I want to extract from Cassandra and create files into S3 Buckets.
#from awsglue.transforms import sys
import sys
from pyspark.sql import SQLContext
from pyspark.sql import SparkSession
from pyspark.context import SparkContext
from awsglue.context import GlueContext
from awsglue.dynamicframe import DynamicFrame
from awsglue.job import Job
from awsglue.utils import getResolvedOptions
args = getResolvedOptions(sys.argv, ['JOB_NAME'])
sparkContext = SparkContext()
glueContext = GlueContext(sparkContext)
sparkSession = glueContext.spark_session
#Use the CData JDBC driver to read Cassandra data from the Customer table into a DataFrame ##Note the populated JDBC URL and driver class name
#source_df = sparkSession.read.format("jdbc").option("url","jdbc:cassandra:RTK=5246...;Database=MyCassandraDB;Port=7000;Server=db-datastax02c-dc2.stage.impello.co.uk;")\.option("dbtable","reads_by_received_date").option("driver","cdata.jdbc.cassandra.CassandraDriver").load()*/
#df = glueContext.read.format("jdbc").option("driver", jdbc_driver_name).option("url", db_url).option("dbtable", table_name).option("user", db_username).option("password", db_password).load()
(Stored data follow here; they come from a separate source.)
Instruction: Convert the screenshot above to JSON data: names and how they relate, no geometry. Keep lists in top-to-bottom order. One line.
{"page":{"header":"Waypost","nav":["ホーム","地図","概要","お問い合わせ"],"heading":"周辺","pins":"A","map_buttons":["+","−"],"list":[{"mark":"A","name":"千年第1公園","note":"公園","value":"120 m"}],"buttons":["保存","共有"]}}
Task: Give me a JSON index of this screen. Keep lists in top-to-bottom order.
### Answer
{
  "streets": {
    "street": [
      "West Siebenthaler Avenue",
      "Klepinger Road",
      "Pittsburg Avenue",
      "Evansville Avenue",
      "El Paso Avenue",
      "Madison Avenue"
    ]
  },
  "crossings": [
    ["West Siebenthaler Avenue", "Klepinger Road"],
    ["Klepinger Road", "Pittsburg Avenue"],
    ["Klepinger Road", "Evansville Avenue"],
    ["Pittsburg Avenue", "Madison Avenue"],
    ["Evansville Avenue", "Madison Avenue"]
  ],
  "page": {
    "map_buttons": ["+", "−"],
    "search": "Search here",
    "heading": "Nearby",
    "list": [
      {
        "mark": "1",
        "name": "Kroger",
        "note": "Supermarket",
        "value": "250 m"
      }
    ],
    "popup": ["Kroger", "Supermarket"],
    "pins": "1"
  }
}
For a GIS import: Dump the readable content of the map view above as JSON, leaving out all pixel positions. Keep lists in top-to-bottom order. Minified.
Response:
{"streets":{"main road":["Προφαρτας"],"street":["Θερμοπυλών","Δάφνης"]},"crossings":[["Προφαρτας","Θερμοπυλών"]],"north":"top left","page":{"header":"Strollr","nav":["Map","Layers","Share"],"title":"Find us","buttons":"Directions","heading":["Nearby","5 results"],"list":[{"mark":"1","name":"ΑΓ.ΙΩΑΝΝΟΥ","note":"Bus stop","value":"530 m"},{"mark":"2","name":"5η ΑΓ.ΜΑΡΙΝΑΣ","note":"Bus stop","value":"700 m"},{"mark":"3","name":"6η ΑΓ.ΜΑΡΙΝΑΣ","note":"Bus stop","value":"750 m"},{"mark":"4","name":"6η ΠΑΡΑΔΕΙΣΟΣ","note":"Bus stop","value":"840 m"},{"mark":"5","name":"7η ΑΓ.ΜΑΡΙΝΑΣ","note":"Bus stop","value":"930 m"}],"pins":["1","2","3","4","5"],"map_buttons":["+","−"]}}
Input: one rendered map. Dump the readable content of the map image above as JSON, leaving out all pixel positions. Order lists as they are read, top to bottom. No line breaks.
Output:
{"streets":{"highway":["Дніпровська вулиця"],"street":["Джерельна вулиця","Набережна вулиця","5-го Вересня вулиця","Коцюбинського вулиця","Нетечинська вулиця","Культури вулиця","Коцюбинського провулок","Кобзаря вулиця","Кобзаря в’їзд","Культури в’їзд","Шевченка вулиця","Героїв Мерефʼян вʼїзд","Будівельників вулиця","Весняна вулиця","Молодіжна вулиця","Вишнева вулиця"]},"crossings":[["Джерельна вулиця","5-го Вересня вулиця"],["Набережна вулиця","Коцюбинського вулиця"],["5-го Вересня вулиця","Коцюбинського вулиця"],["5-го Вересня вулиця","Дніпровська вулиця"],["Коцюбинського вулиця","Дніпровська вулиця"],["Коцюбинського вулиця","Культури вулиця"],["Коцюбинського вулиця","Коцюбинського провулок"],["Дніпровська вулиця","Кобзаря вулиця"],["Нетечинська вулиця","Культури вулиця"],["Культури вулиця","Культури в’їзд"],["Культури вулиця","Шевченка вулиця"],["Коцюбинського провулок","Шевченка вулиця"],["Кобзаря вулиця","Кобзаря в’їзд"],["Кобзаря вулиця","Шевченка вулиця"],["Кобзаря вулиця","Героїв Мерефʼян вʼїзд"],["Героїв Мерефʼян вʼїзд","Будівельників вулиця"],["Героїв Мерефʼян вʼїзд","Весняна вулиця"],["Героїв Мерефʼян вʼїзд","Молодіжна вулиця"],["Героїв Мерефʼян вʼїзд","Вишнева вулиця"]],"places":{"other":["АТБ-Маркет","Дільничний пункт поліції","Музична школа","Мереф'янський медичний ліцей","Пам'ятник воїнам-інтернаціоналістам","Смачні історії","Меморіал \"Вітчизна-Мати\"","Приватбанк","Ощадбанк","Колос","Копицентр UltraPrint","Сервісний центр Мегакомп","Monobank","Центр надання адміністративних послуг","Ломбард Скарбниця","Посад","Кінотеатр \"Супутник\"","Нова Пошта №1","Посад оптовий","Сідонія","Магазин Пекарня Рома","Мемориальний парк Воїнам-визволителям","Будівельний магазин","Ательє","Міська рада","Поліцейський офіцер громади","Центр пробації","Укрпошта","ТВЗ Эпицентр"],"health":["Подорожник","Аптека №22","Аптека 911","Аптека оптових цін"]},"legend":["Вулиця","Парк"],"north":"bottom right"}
glueJob = Job(glueContext)
glueJob.init(args['JOB_NAME'], args)
testdf = sparkSession.read.format("org.apache.spark.sql.cassandra")\
.option("spark.cassandra.connection.host", "server")\
.options(table="reads_by_received_date",keyspace="keyspace")\
.option("spark.cassandra.auth.username", "username") \
.option("spark.cassandra.auth.password", "username") \
.load()\
#.select(*)\
#.where( "received_year in (2020)")\
#.cache()
##Convert DataFrames to AWS Glue's DynamicFrames Object
dynamic_dframe = DynamicFrame.fromDF(testdf, glueContext, "dynamic_df")
##Write the DynamicFrame as a file in CSV format to a folder in an S3 bucket.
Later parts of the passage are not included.